Start of RECORDS SHOWN

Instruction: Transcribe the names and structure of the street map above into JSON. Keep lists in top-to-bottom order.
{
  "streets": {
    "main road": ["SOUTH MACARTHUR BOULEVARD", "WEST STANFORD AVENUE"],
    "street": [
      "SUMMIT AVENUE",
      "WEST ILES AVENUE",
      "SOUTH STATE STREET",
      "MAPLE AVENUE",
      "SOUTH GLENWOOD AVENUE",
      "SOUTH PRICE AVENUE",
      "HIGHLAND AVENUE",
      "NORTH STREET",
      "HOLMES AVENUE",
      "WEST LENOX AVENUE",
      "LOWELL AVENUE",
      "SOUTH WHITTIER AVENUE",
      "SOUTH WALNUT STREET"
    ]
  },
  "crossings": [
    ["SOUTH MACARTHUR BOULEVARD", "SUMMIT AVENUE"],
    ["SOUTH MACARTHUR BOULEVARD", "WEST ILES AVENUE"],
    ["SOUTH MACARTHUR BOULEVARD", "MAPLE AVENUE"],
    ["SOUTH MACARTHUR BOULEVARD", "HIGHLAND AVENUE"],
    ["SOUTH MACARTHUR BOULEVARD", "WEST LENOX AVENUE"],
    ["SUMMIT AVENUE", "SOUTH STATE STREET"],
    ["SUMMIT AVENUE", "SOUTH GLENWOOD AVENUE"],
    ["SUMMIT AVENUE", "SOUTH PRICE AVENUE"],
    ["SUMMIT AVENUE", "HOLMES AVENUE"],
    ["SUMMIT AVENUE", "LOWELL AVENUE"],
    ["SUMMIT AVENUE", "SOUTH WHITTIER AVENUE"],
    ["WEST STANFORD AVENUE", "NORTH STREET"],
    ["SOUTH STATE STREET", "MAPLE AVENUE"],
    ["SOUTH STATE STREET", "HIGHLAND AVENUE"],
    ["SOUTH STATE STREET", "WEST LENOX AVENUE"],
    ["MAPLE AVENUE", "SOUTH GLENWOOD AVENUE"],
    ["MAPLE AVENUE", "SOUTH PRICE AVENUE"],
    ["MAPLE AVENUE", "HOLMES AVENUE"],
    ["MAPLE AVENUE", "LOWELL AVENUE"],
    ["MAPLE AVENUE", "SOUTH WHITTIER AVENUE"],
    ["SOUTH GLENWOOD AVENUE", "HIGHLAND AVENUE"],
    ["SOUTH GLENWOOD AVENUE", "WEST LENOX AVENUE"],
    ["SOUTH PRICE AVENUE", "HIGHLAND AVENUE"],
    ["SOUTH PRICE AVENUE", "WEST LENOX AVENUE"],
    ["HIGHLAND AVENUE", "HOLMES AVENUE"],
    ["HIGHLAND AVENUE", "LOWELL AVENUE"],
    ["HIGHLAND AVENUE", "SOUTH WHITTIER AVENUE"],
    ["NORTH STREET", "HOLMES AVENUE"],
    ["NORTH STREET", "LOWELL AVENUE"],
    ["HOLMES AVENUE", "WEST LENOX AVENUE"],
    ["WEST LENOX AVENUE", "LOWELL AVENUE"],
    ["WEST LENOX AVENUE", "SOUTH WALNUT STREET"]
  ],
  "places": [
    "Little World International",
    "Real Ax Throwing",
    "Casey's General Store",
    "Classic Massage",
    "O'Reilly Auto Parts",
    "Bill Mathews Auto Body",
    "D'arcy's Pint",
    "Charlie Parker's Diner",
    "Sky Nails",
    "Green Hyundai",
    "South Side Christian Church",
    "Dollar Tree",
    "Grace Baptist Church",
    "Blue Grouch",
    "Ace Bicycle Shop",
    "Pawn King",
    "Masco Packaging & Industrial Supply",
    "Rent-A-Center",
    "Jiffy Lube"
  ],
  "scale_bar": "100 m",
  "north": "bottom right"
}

End of RECORDS SHOWN

AIM OF THE EXERCISE
For every line in the material, write out an exact copy.

SOLUTION TO THIS TASK
Instruction: Transcribe the names and structure of the street map above into JSON. Keep lists in top-to-bottom order.
{
  "streets": {
    "main road": ["SOUTH MACARTHUR BOULEVARD", "WEST STANFORD AVENUE"],
    "street": [
      "SUMMIT AVENUE",
      "WEST ILES AVENUE",
      "SOUTH STATE STREET",
      "MAPLE AVENUE",
      "SOUTH GLENWOOD AVENUE",
      "SOUTH PRICE AVENUE",
      "HIGHLAND AVENUE",
      "NORTH STREET",
      "HOLMES AVENUE",
      "WEST LENOX AVENUE",
      "LOWELL AVENUE",
      "SOUTH WHITTIER AVENUE",
      "SOUTH WALNUT STREET"
    ]
  },
  "crossings": [
    ["SOUTH MACARTHUR BOULEVARD", "SUMMIT AVENUE"],
    ["SOUTH MACARTHUR BOULEVARD", "WEST ILES AVENUE"],
    ["SOUTH MACARTHUR BOULEVARD", "MAPLE AVENUE"],
    ["SOUTH MACARTHUR BOULEVARD", "HIGHLAND AVENUE"],
    ["SOUTH MACARTHUR BOULEVARD", "WEST LENOX AVENUE"],
    ["SUMMIT AVENUE", "SOUTH STATE STREET"],
    ["SUMMIT AVENUE", "SOUTH GLENWOOD AVENUE"],
    ["SUMMIT AVENUE", "SOUTH PRICE AVENUE"],
    ["SUMMIT AVENUE", "HOLMES AVENUE"],
    ["SUMMIT AVENUE", "LOWELL AVENUE"],
    ["SUMMIT AVENUE", "SOUTH WHITTIER AVENUE"],
    ["WEST STANFORD AVENUE", "NORTH STREET"],
    ["SOUTH STATE STREET", "MAPLE AVENUE"],
    ["SOUTH STATE STREET", "HIGHLAND AVENUE"],
    ["SOUTH STATE STREET", "WEST LENOX AVENUE"],
    ["MAPLE AVENUE", "SOUTH GLENWOOD AVENUE"],
    ["MAPLE AVENUE", "SOUTH PRICE AVENUE"],
    ["MAPLE AVENUE", "HOLMES AVENUE"],
    ["MAPLE AVENUE", "LOWELL AVENUE"],
    ["MAPLE AVENUE", "SOUTH WHITTIER AVENUE"],
    ["SOUTH GLENWOOD AVENUE", "HIGHLAND AVENUE"],
    ["SOUTH GLENWOOD AVENUE", "WEST LENOX AVENUE"],
    ["SOUTH PRICE AVENUE", "HIGHLAND AVENUE"],
    ["SOUTH PRICE AVENUE", "WEST LENOX AVENUE"],
    ["HIGHLAND AVENUE", "HOLMES AVENUE"],
    ["HIGHLAND AVENUE", "LOWELL AVENUE"],
    ["HIGHLAND AVENUE", "SOUTH WHITTIER AVENUE"],
    ["NORTH STREET", "HOLMES AVENUE"],
    ["NORTH STREET", "LOWELL AVENUE"],
    ["HOLMES AVENUE", "WEST LENOX AVENUE"],
    ["WEST LENOX AVENUE", "LOWELL AVENUE"],
    ["WEST LENOX AVENUE", "SOUTH WALNUT STREET"]
  ],
  "places": [
    "Little World International",
    "Real Ax Throwing",
    "Casey's General Store",
    "Classic Massage",
    "O'Reilly Auto Parts",
    "Bill Mathews Auto Body",
    "D'arcy's Pint",
    "Charlie Parker's Diner",
    "Sky Nails",
    "Green Hyundai",
    "South Side Christian Church",
    "Dollar Tree",
    "Grace Baptist Church",
    "Blue Grouch",
    "Ace Bicycle Shop",
    "Pawn King",
    "Masco Packaging & Industrial Supply",
    "Rent-A-Center",
    "Jiffy Lube"
  ],
  "scale_bar": "100 m",
  "north": "bottom right"
}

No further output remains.